→ Work to complete:
Across all the records below, count the lines that hold "compass". State only that figure.

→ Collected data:
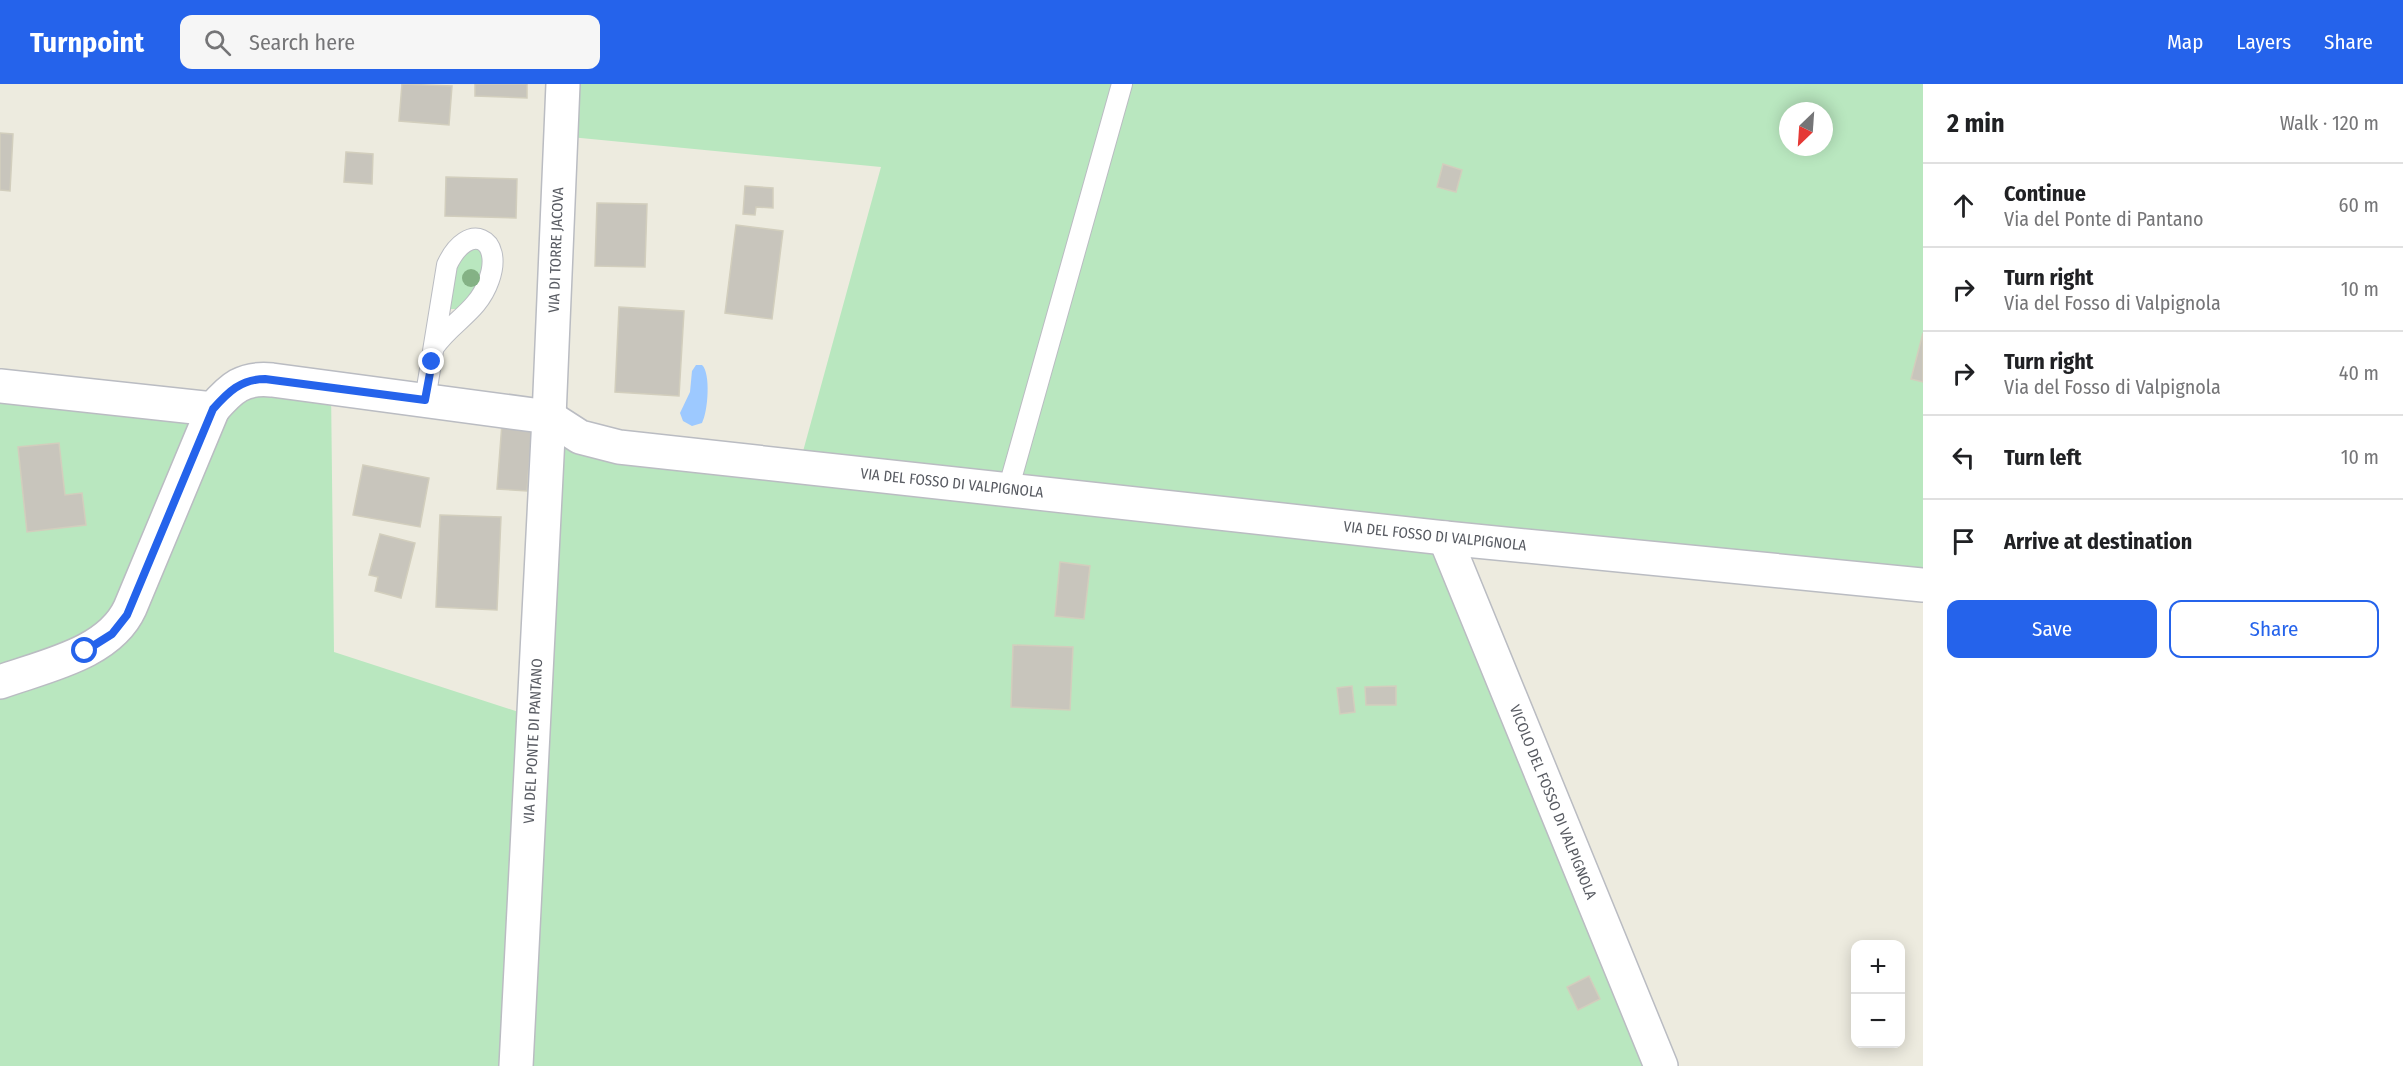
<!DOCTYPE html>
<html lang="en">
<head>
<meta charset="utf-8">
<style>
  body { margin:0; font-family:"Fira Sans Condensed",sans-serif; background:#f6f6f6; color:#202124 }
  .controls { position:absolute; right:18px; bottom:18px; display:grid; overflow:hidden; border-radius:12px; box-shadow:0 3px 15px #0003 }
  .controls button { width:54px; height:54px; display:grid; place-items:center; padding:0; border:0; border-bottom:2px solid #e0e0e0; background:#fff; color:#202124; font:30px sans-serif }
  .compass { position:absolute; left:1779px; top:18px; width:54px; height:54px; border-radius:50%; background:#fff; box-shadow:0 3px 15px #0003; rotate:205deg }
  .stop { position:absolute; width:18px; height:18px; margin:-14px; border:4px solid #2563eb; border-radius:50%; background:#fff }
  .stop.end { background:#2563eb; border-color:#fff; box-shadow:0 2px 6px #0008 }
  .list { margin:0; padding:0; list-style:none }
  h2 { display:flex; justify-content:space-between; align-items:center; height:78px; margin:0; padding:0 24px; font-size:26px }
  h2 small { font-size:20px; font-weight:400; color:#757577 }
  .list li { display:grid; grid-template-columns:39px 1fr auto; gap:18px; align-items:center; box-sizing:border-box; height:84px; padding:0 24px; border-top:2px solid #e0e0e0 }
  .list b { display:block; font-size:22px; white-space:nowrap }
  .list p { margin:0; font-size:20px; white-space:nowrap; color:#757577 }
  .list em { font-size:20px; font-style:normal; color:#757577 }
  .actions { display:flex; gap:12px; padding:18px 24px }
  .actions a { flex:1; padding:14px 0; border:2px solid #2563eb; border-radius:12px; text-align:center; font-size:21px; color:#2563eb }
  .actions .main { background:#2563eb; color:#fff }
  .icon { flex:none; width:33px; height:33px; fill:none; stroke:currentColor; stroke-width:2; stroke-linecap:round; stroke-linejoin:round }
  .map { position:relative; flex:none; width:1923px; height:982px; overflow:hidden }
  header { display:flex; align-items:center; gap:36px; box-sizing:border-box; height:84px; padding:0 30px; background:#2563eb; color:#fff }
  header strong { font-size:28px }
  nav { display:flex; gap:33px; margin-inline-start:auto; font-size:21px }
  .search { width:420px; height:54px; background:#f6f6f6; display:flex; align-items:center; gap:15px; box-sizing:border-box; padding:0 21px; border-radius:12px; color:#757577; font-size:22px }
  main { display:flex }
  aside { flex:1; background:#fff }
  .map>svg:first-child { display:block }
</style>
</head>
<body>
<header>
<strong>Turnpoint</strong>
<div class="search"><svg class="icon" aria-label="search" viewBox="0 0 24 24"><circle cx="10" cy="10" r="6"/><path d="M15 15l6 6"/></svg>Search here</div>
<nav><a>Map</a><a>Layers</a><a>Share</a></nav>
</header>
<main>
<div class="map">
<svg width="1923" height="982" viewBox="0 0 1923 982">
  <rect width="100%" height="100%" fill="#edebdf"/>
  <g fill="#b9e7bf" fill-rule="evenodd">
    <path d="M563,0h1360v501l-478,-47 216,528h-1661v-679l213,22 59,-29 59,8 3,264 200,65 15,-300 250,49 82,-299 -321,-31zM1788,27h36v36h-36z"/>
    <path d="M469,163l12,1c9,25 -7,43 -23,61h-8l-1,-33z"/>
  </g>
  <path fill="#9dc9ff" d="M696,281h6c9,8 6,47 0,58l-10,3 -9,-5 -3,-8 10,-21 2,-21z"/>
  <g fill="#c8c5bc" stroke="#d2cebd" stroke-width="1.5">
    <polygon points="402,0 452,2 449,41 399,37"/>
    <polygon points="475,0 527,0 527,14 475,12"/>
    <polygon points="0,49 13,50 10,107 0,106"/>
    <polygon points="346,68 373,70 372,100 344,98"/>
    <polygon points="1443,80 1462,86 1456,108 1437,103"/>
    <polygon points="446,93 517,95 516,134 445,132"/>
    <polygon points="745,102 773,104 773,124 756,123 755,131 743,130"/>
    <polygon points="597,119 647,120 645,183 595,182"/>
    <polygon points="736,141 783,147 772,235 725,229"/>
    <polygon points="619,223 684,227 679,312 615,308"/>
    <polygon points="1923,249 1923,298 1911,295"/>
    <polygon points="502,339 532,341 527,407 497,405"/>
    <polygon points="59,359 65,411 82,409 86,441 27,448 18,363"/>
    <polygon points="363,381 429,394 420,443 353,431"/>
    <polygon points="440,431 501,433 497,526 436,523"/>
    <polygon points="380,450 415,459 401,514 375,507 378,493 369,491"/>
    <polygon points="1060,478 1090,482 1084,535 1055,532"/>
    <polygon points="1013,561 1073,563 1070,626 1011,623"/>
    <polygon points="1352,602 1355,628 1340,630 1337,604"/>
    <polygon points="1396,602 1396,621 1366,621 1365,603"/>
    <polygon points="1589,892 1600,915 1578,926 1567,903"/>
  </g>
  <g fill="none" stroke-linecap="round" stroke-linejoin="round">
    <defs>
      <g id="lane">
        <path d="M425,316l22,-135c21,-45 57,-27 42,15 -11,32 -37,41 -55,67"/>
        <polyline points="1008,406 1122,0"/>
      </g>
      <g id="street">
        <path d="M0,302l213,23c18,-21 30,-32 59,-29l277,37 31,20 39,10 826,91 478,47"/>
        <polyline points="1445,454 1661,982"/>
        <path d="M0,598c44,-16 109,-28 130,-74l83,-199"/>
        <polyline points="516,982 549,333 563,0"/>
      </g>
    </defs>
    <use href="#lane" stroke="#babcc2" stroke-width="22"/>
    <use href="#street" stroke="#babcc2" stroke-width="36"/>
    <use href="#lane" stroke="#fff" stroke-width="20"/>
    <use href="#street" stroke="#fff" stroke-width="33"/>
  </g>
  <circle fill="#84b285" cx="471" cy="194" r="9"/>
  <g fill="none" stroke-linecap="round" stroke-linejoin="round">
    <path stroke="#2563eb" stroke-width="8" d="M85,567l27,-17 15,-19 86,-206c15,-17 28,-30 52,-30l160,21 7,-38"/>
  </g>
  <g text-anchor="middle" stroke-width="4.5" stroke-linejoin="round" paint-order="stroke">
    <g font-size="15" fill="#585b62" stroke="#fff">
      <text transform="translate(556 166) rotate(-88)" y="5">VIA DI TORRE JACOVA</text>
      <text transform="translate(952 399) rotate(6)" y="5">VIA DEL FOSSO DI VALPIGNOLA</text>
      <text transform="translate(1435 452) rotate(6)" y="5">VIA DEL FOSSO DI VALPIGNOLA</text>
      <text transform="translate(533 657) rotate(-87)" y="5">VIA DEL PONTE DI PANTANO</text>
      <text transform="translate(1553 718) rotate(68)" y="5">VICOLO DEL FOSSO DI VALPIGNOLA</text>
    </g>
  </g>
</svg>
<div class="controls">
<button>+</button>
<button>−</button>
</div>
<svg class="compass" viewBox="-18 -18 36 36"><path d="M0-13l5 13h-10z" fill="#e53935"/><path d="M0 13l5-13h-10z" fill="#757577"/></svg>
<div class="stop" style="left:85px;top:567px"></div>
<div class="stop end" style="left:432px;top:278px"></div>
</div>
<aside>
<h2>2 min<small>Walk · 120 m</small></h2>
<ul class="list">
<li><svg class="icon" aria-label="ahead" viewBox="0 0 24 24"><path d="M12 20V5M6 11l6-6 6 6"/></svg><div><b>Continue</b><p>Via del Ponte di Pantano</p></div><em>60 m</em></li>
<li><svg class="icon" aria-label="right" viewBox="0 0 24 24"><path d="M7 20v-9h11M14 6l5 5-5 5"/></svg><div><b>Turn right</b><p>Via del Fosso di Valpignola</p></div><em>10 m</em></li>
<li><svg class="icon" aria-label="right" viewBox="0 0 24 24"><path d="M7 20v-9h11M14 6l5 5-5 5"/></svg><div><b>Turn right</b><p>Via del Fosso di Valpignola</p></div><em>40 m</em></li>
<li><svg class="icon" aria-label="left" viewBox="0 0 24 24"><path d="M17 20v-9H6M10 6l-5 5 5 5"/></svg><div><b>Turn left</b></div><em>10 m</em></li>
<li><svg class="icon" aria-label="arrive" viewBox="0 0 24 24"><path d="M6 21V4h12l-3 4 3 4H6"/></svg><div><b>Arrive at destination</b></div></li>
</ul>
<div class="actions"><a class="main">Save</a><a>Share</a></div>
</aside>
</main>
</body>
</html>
* * *
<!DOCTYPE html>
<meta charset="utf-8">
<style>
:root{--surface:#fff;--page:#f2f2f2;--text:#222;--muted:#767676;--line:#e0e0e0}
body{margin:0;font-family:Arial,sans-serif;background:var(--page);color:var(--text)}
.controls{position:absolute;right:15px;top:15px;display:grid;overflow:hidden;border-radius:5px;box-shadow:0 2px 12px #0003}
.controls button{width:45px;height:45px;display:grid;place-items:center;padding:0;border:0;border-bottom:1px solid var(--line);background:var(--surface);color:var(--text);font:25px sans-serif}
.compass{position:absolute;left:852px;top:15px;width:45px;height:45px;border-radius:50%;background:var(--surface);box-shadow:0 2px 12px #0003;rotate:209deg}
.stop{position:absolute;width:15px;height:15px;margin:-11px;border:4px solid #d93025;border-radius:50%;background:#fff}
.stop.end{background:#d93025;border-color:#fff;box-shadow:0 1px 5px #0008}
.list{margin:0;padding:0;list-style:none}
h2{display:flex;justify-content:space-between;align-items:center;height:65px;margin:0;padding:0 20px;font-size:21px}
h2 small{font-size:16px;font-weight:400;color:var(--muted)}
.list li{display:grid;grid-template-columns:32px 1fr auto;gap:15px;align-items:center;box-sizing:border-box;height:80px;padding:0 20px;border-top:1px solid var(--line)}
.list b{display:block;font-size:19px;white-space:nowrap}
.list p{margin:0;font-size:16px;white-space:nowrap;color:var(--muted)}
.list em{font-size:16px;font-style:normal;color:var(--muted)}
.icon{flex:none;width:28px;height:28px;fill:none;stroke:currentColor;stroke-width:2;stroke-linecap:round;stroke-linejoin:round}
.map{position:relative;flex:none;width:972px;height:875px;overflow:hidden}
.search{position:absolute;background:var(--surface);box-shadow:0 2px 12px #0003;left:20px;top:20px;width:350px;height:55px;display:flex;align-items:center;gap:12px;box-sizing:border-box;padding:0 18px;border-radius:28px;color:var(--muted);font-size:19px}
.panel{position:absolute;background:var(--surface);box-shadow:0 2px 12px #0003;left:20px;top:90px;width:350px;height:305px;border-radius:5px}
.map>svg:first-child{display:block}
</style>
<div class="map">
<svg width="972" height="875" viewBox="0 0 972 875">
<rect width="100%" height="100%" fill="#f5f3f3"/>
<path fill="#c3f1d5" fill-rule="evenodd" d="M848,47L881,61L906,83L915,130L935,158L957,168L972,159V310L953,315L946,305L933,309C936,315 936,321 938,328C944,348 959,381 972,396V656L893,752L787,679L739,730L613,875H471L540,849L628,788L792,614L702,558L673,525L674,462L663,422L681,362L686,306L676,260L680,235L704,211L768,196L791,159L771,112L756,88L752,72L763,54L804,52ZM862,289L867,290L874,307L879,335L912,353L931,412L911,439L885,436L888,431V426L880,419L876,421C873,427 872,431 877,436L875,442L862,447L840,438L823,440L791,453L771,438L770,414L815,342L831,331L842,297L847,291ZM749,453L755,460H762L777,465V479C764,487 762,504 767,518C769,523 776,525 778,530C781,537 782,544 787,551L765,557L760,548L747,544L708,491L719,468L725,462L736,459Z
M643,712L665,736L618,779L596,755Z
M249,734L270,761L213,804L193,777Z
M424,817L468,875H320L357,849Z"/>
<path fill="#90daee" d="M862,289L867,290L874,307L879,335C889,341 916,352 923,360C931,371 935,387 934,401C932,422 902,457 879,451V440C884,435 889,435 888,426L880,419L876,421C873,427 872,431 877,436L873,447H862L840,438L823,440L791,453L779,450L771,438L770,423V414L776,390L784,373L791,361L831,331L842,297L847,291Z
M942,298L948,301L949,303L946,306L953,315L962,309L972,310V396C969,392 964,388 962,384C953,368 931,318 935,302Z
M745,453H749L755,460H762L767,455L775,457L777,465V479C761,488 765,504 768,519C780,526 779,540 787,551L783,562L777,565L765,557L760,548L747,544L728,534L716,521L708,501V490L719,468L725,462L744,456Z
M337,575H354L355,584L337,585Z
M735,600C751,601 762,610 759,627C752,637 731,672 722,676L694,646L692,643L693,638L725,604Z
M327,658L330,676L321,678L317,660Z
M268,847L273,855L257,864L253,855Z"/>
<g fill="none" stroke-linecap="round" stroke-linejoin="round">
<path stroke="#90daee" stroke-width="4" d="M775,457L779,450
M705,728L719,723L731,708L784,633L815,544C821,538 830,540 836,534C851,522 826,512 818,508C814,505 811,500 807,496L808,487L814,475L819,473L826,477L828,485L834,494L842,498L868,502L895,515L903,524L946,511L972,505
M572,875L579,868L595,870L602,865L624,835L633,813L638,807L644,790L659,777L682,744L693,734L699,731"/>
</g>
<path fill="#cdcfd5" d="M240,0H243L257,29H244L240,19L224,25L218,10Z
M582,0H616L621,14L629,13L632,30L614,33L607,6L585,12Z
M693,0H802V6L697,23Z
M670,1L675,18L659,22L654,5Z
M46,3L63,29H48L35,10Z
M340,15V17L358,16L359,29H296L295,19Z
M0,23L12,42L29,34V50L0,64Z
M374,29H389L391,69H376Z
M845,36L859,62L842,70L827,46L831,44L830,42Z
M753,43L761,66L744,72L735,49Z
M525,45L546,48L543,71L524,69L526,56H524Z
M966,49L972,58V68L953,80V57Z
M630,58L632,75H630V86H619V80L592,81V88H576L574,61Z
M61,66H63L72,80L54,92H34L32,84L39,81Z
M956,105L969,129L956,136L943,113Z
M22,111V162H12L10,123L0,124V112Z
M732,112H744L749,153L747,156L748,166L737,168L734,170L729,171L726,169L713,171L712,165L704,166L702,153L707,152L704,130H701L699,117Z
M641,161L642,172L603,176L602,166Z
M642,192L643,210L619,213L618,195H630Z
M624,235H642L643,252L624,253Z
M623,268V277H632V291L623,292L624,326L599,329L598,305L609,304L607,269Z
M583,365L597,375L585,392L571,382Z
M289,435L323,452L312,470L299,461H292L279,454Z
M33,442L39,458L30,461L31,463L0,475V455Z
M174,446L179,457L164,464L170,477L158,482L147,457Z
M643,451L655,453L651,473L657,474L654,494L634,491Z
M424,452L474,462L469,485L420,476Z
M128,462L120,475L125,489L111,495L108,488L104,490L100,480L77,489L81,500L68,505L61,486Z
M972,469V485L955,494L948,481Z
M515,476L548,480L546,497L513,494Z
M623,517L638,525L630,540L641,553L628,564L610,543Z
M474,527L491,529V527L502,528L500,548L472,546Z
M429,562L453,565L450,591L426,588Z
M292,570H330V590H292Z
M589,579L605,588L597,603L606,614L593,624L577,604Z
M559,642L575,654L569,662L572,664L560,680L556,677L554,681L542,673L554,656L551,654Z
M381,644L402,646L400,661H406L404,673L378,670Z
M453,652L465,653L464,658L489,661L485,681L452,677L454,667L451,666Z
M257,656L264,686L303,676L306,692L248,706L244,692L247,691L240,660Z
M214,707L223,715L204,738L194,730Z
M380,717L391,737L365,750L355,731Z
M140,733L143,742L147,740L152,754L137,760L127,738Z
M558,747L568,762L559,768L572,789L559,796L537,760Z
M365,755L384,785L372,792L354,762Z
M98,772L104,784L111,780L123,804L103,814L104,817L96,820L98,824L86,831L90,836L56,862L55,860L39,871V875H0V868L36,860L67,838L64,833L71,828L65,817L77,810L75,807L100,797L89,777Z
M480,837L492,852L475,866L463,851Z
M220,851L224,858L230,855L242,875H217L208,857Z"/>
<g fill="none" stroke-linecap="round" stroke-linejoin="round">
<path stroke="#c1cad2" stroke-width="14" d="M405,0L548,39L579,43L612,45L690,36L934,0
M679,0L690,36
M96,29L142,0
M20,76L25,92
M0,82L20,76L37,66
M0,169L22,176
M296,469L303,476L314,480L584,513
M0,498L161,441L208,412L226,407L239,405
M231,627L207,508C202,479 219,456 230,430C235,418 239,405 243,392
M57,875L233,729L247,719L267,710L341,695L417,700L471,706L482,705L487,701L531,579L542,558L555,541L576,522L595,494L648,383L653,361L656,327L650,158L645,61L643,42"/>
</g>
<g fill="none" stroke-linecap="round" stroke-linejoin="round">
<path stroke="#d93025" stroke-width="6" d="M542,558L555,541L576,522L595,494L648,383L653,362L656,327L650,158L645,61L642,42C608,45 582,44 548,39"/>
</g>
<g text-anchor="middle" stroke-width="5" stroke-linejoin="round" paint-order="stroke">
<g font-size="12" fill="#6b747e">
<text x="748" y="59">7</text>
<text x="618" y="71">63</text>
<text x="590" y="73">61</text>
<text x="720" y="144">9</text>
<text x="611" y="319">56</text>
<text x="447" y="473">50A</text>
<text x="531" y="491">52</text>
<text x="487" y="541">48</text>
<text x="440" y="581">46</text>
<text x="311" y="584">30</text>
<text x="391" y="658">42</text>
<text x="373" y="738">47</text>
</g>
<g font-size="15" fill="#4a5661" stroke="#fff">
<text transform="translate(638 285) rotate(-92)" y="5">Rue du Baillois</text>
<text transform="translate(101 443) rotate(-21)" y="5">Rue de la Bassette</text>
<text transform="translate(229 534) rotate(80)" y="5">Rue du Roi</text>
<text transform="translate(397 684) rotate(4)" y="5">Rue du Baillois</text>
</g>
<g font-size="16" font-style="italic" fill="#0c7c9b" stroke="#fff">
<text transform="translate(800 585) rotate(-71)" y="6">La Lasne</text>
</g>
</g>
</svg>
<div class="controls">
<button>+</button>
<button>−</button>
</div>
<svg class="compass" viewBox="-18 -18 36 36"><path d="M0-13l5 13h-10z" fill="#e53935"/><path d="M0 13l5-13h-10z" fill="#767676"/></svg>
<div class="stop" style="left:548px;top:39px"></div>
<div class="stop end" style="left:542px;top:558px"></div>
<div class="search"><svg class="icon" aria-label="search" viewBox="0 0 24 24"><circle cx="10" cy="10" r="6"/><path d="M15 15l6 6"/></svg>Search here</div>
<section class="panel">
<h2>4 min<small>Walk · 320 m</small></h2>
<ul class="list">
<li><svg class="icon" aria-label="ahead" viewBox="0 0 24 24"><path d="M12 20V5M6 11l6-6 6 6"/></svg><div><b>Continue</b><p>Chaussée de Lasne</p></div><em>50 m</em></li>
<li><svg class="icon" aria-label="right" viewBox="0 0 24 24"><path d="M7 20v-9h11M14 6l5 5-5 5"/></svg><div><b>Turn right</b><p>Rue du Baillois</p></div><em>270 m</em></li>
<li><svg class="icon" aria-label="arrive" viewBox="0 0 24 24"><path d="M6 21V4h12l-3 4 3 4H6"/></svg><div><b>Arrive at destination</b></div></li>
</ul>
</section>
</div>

→ Response area:
4